Task material:
━━━
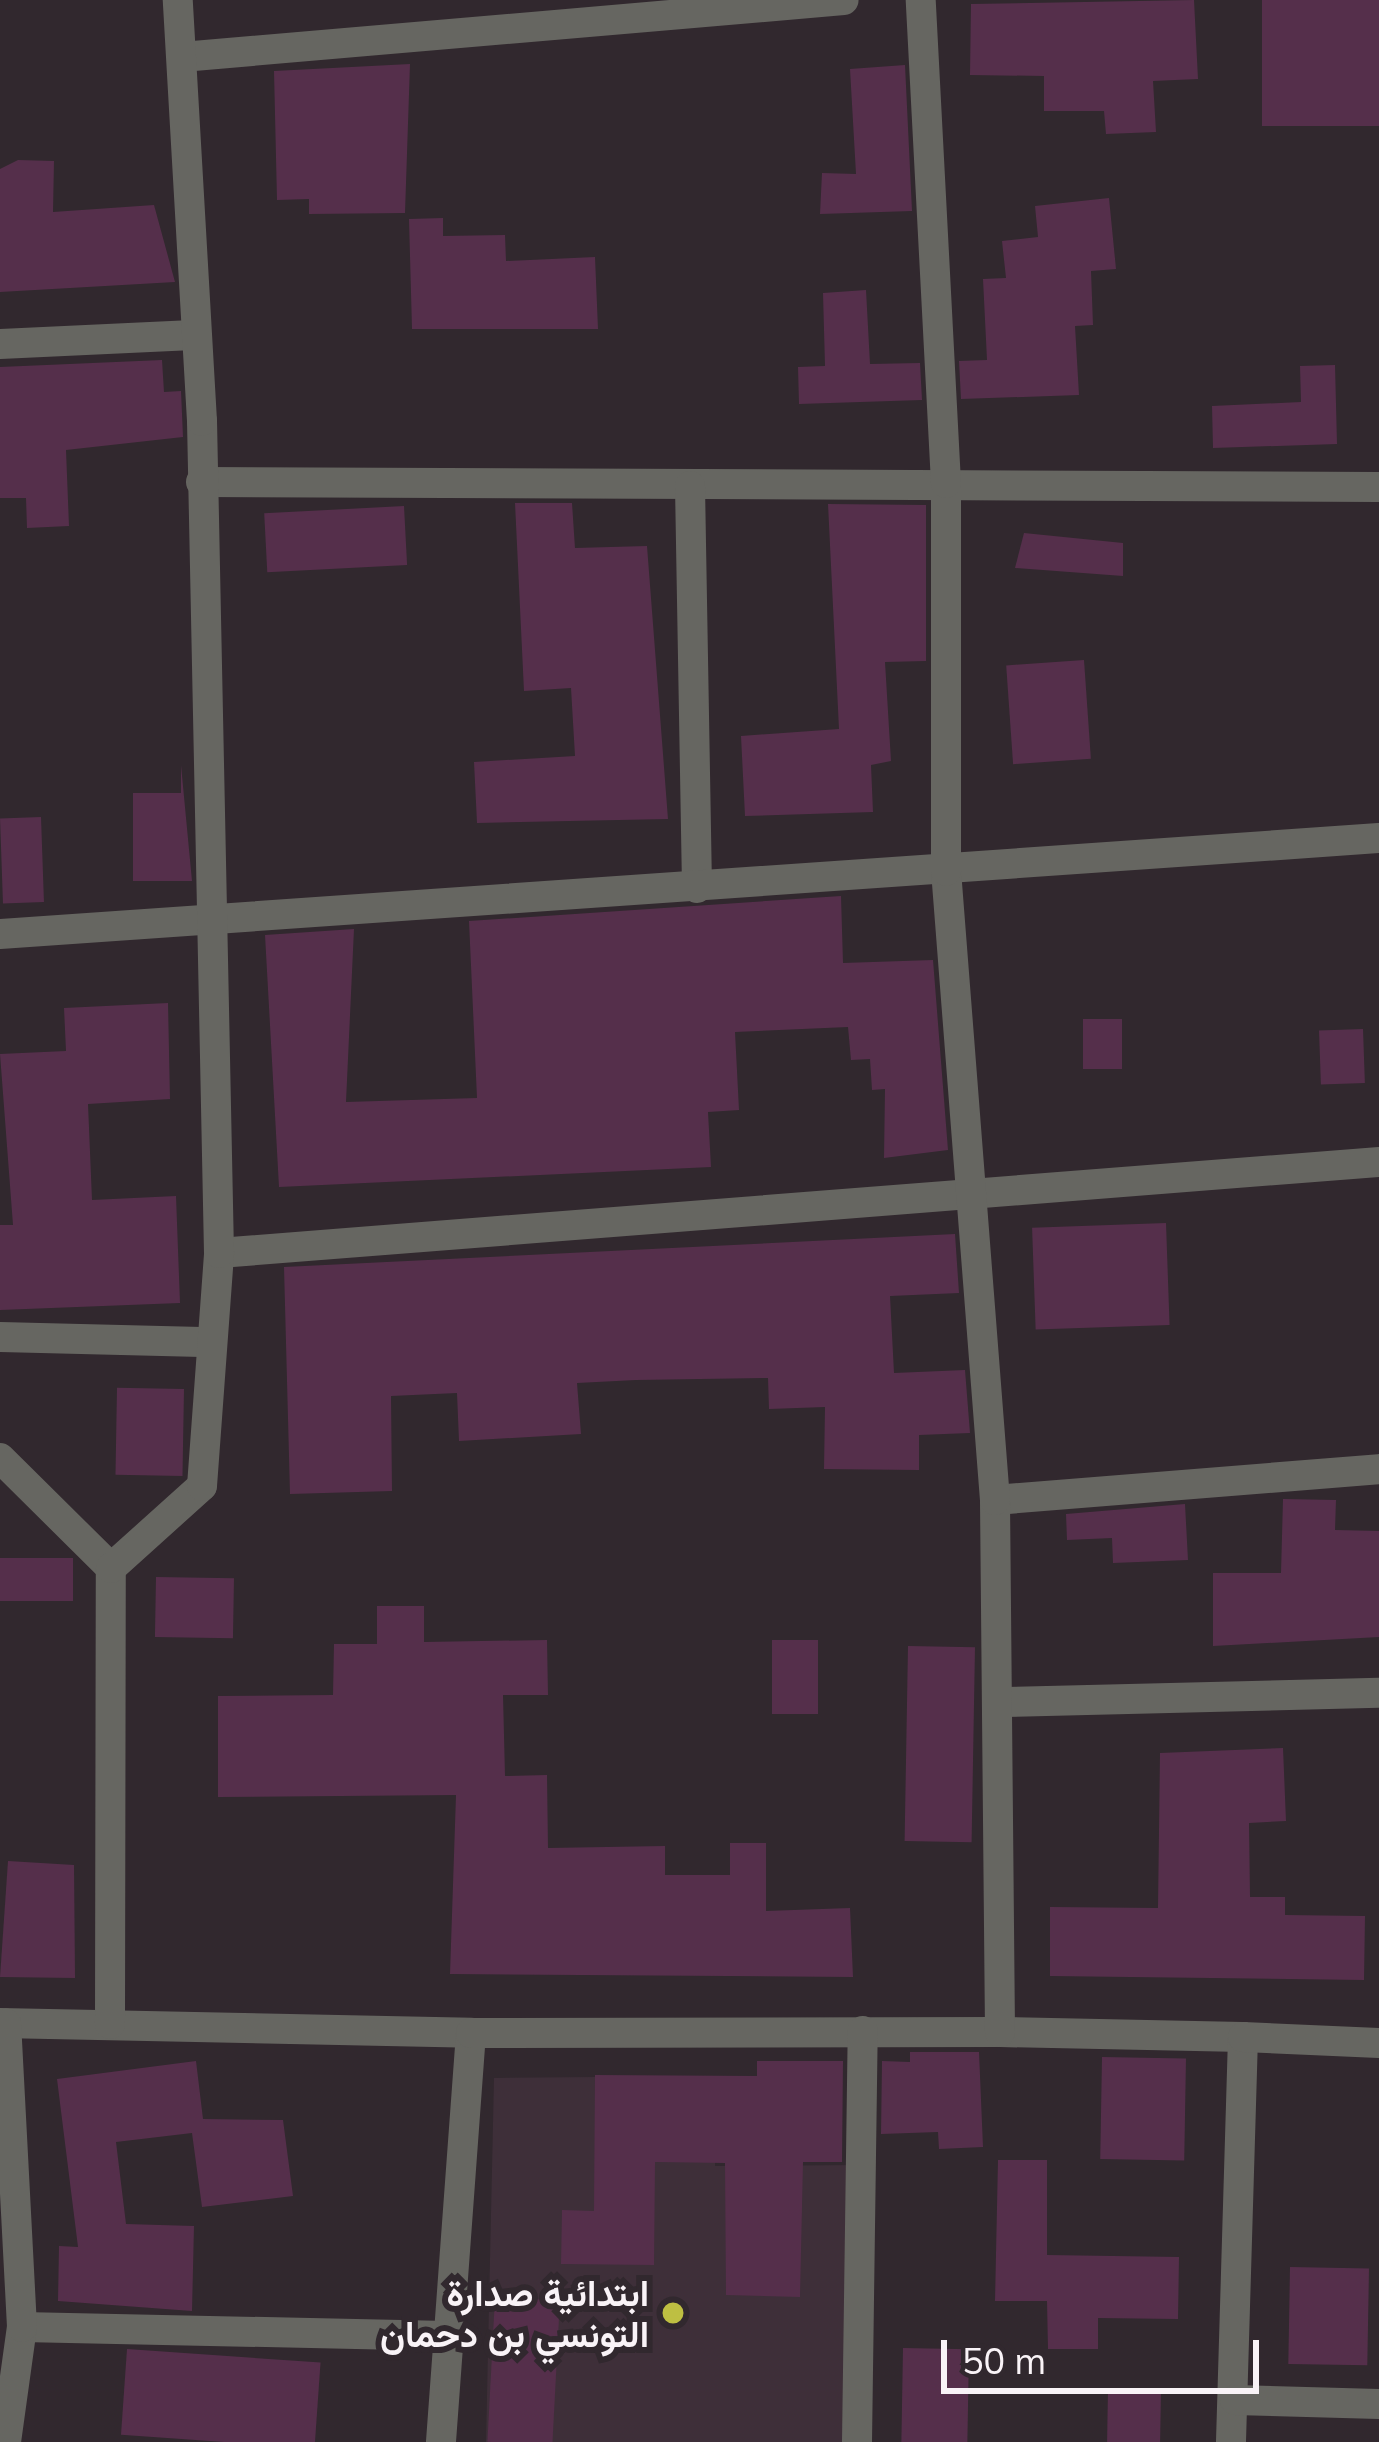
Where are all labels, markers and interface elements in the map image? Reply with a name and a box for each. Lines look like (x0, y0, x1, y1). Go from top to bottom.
place label: ابتدائية صدارة التونسي بن دحمان (380, 2270, 649, 2355)
marker: ابتدائية صدارة التونسي بن دحمان (660, 2300, 686, 2326)
scale bar (947, 2316, 1265, 2390)
text: 50 m (962, 2338, 1046, 2383)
━━━
Pictures stay out of the copy; please restate every record above exactly.

Solution for this problem:
Where are all labels, markers and interface elements in the map image? Reply with a name and a box for each. Lines look like (x0, y0, x1, y1). Go from top to bottom.
place label: ابتدائية صدارة التونسي بن دحمان (380, 2270, 649, 2355)
marker: ابتدائية صدارة التونسي بن دحمان (660, 2300, 686, 2326)
scale bar (947, 2316, 1265, 2390)
text: 50 m (962, 2338, 1046, 2383)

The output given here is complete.